Whatever the reality, the broader decline in food prices, as indicated by the 1.7 percent drop, suggests a potential challenge for beef exporters. With weak domestic demand within China and a slowing external demand, it’s crucial for Australian beef exporters to be agile, monitor the market closely, and adjust strategies accordingly.
This is compounded by the growth in productivity in the sheep and cattle industry capability in China’s massive domestic beef and sheep meat industry. There is increasing talk that companies that are importers of large volumes of products are shifting to products processed locally. In some cases this local product challenges the quality of imported products, including from Australia.
Slaughter steers $3.79kg liveweight (P. 36.25 = 1AUD)
Wet market and supermarket beef has remained constant at around P560kg and P600kg for respectively for beef knuckle. Slaughter steer prices remain between P130-145kg liveweight in Mindanao and hot carcass meat is around P260kg. Note that prices are for local cattle bred and traded in Mindanao and not for Australian imported cattle.

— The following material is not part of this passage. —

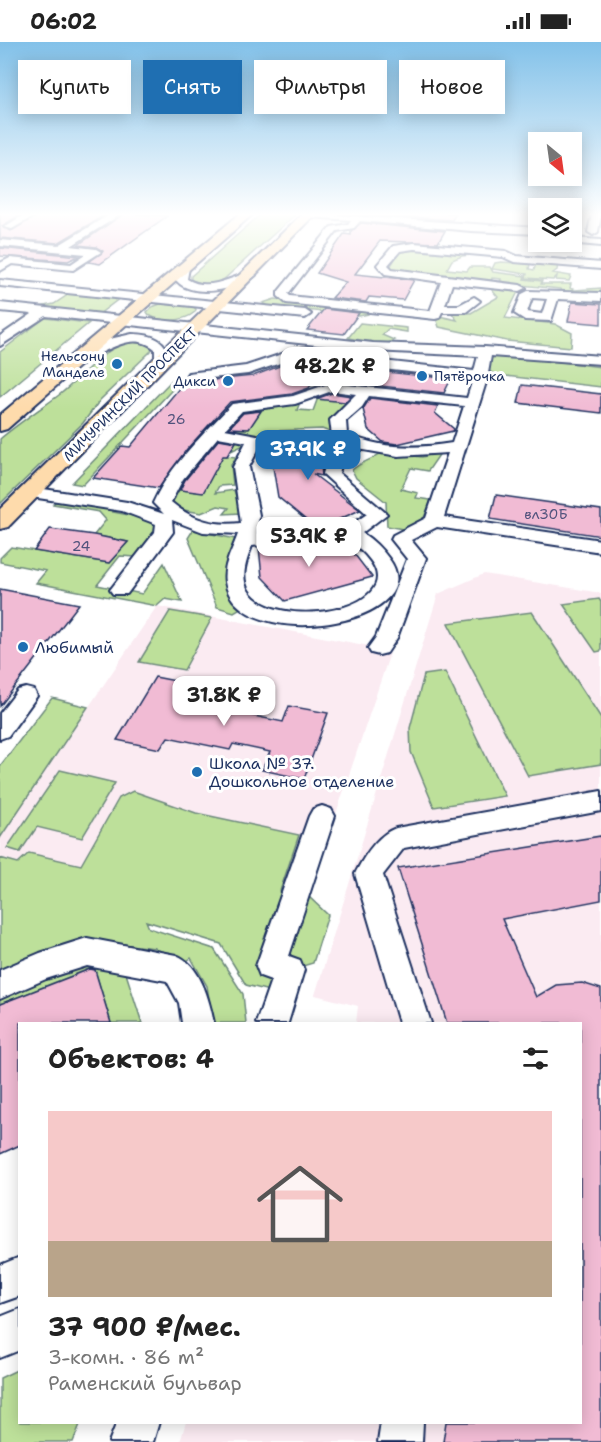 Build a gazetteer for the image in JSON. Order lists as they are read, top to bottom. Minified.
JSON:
{"streets":{"main road":["МИЧУРИНСКИЙ ПРОСПЕКТ"]},"places":["Нельсону Манделе","Пятёрочка","Дикси","Любимый","Школа № 37. Дошкольное отделение"],"house_numbers":["26","вл30Б","24"],"north":"bottom right","page":{"status":"06:02","chip":["Купить","Снять","Фильтры","Новое"],"price":["48.2K ₽","37.9K ₽","53.9K ₽","31.8K ₽"],"heading":"Объектов: 4","list":[{"name":"37 900 ₽/мес.","note":"3-комн. · 86 m² · Раменский бульвар"}]}}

The Philippines is re-emerging as a small alternative market for live cattle, with volumes doubling in the past 12 months largely due to consistent and closed loop supply chains. The Philippines has a relatively well-developed meat production and processing sector with better government regulation over small backyard abattoirs than the region and better support from industry groups and government for higher quality processing.
But the biggest shift in the Philippines is the relative political and economic stability in the past few months.